WORK ORDER:
Since pictures do not belong in the copy, please repeat every record below exactly without them.

Data extracted from a collection:
[Start of section]

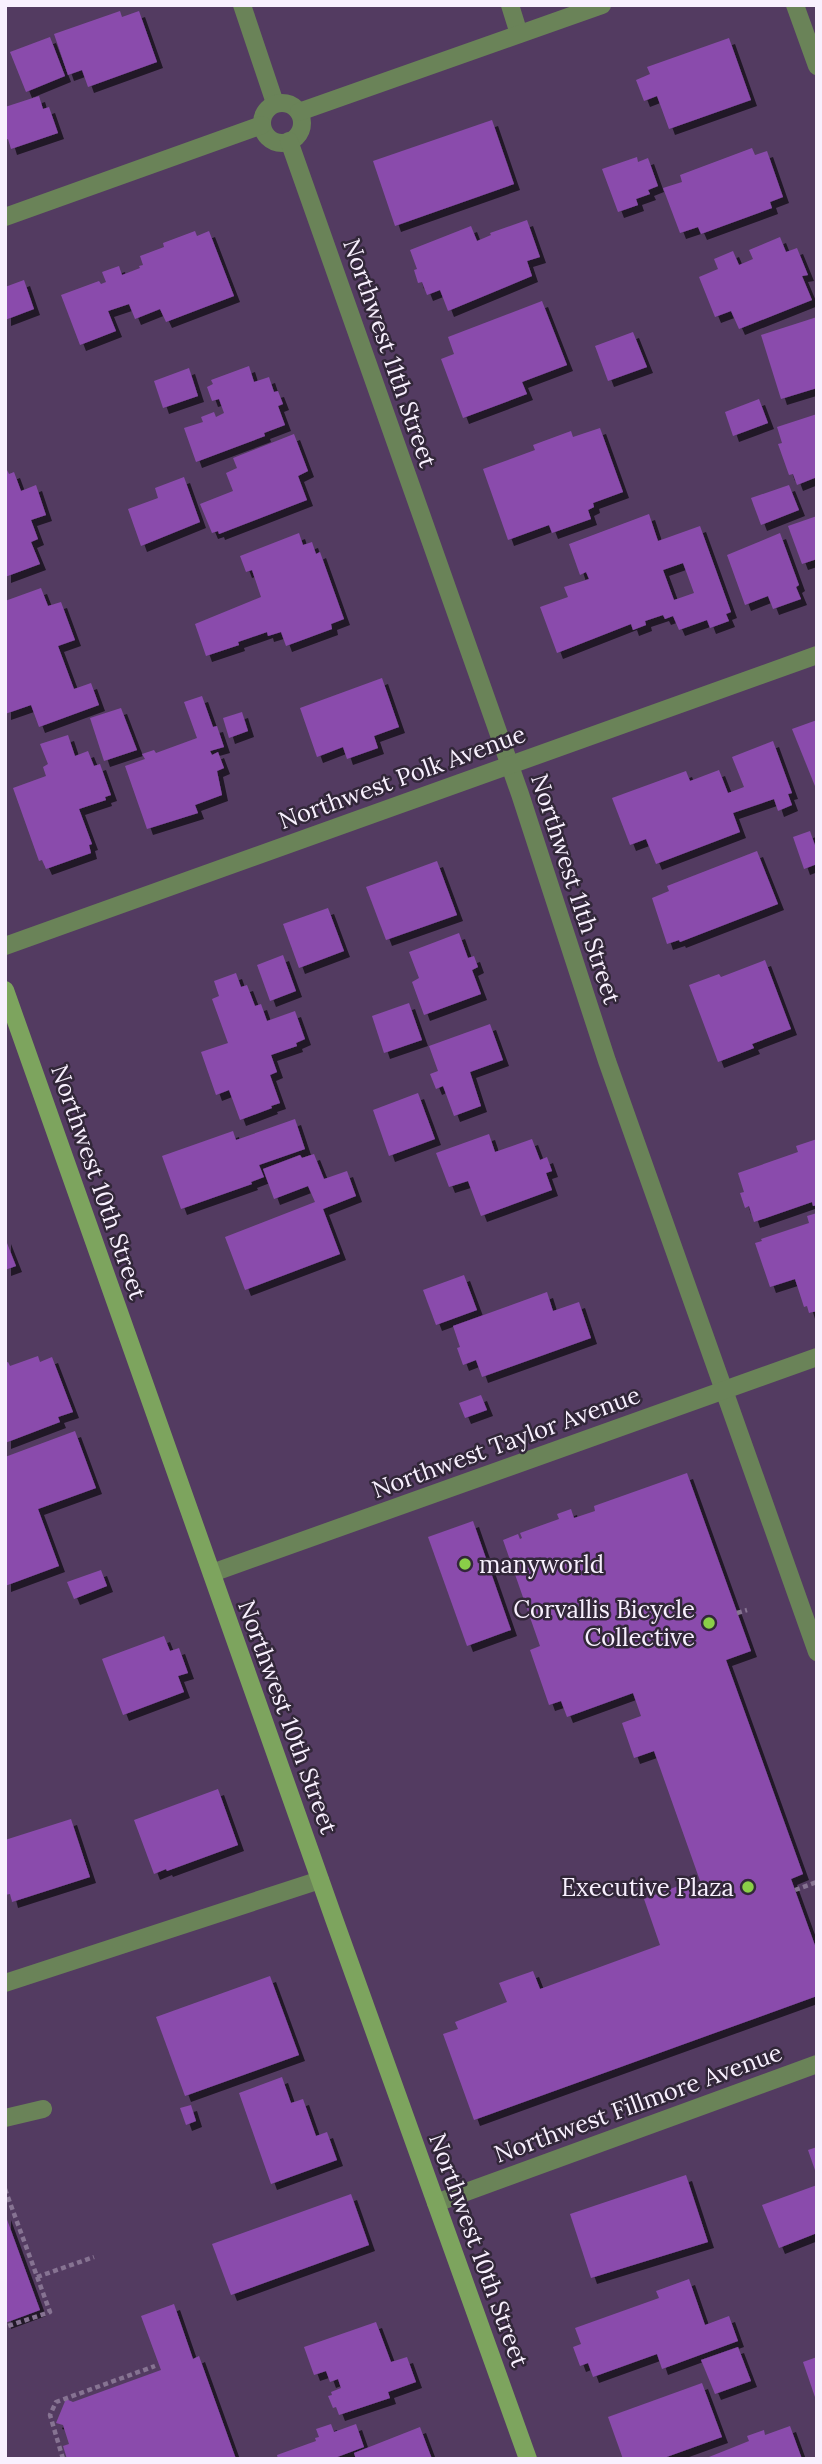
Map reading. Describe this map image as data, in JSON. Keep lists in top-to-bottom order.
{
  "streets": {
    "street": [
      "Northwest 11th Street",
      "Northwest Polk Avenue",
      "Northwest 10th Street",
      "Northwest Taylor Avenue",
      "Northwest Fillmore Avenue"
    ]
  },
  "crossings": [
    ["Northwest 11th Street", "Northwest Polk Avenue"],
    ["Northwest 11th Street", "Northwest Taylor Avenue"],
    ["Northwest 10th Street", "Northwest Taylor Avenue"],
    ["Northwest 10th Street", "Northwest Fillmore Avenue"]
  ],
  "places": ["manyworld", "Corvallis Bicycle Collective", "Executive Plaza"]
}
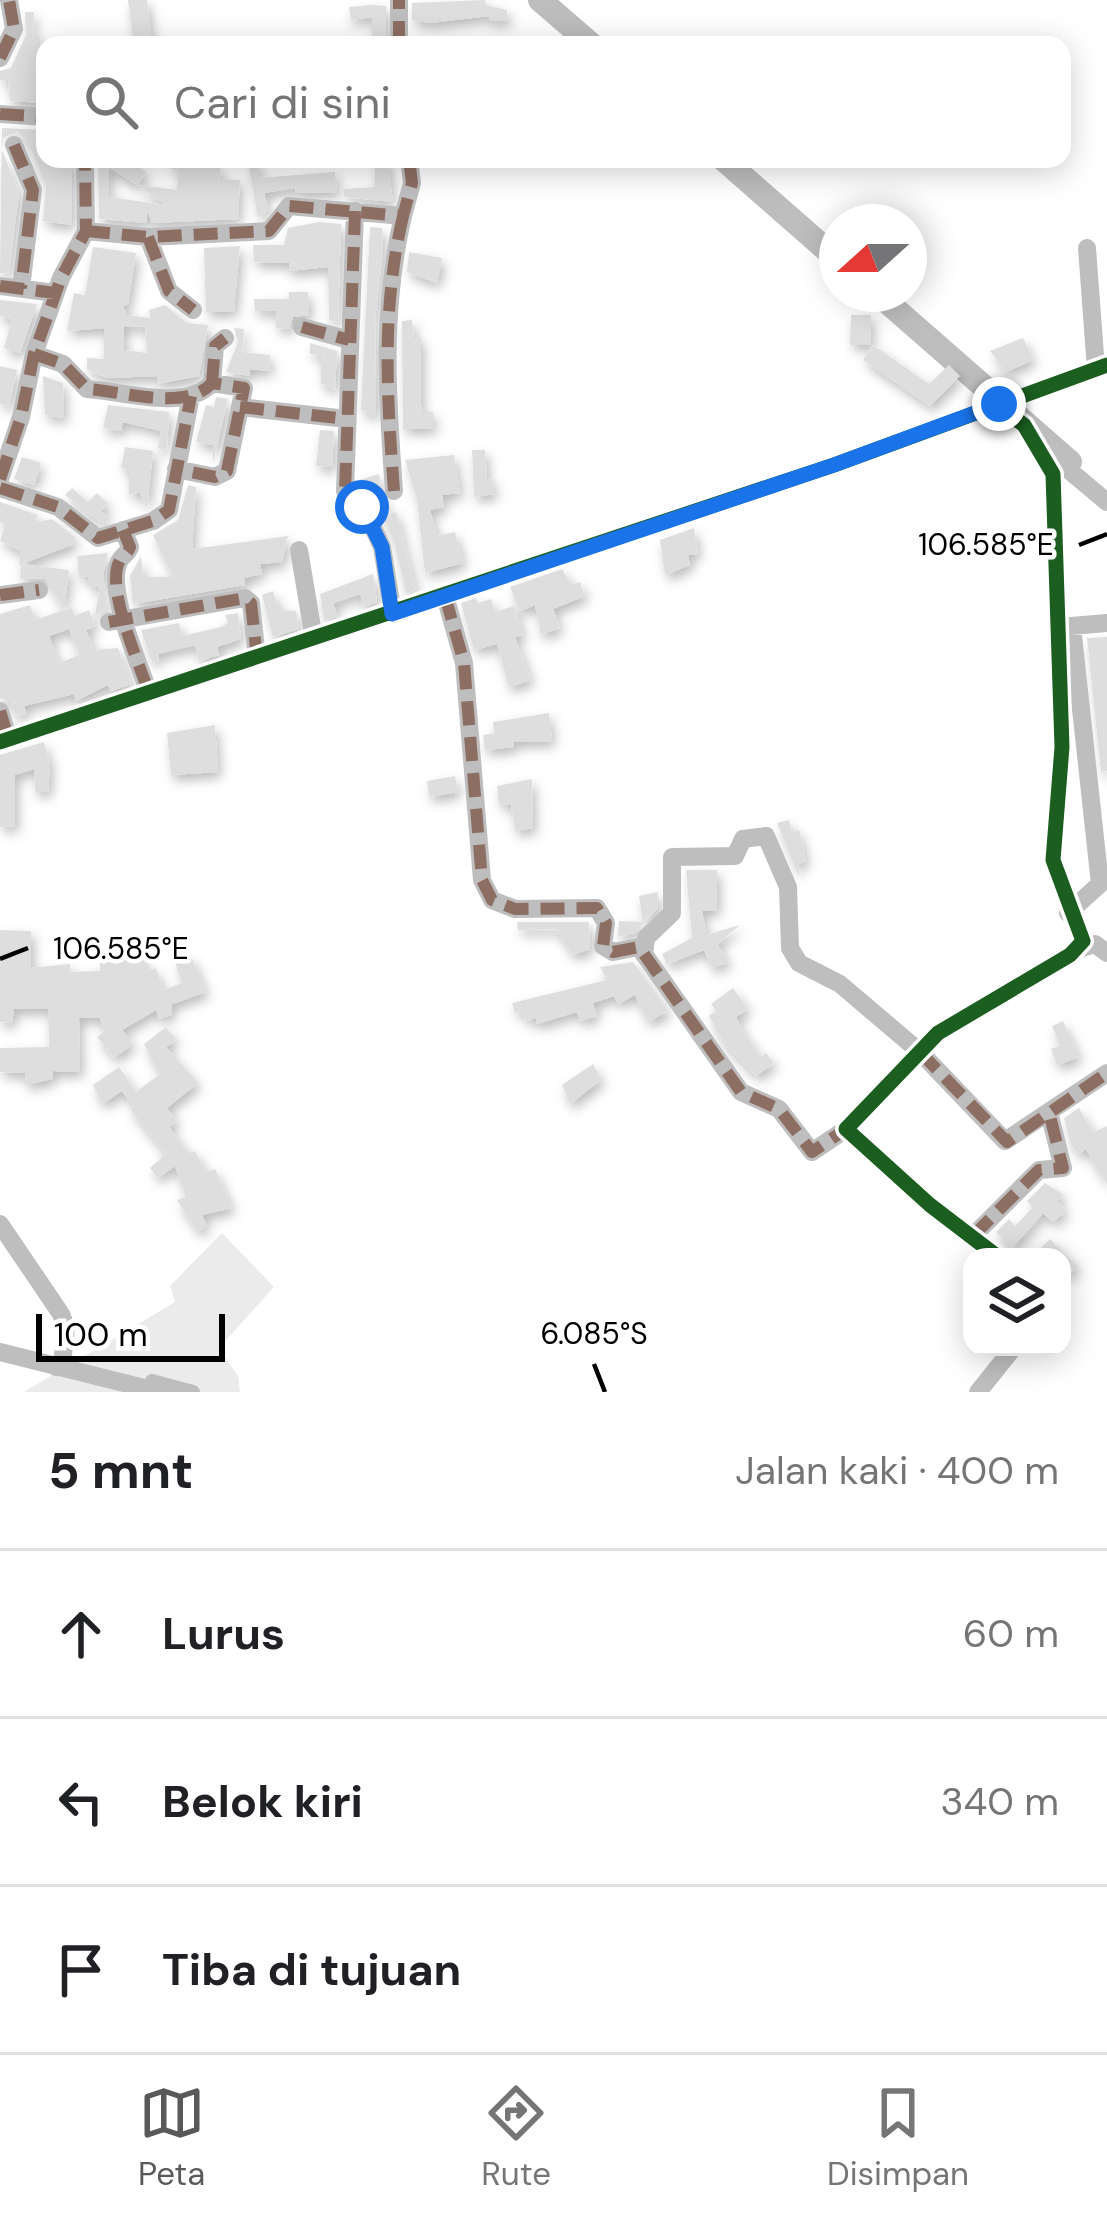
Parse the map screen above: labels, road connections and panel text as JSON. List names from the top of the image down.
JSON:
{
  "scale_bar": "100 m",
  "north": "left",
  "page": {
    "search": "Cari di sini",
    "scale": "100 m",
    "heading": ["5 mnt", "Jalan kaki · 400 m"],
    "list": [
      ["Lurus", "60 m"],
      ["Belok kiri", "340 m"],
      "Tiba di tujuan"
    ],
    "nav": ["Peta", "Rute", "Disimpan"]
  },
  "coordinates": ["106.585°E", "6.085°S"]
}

[End of section]

SOLUTION FOR THIS PROBLEM:
Map reading. Describe this map image as data, in JSON. Keep lists in top-to-bottom order.
{
  "streets": {
    "street": [
      "Northwest 11th Street",
      "Northwest Polk Avenue",
      "Northwest 10th Street",
      "Northwest Taylor Avenue",
      "Northwest Fillmore Avenue"
    ]
  },
  "crossings": [
    ["Northwest 11th Street", "Northwest Polk Avenue"],
    ["Northwest 11th Street", "Northwest Taylor Avenue"],
    ["Northwest 10th Street", "Northwest Taylor Avenue"],
    ["Northwest 10th Street", "Northwest Fillmore Avenue"]
  ],
  "places": ["manyworld", "Corvallis Bicycle Collective", "Executive Plaza"]
}
Parse the map screen above: labels, road connections and panel text as JSON. List names from the top of the image down.
JSON:
{
  "scale_bar": "100 m",
  "north": "left",
  "page": {
    "search": "Cari di sini",
    "scale": "100 m",
    "heading": ["5 mnt", "Jalan kaki · 400 m"],
    "list": [
      ["Lurus", "60 m"],
      ["Belok kiri", "340 m"],
      "Tiba di tujuan"
    ],
    "nav": ["Peta", "Rute", "Disimpan"]
  },
  "coordinates": ["106.585°E", "6.085°S"]
}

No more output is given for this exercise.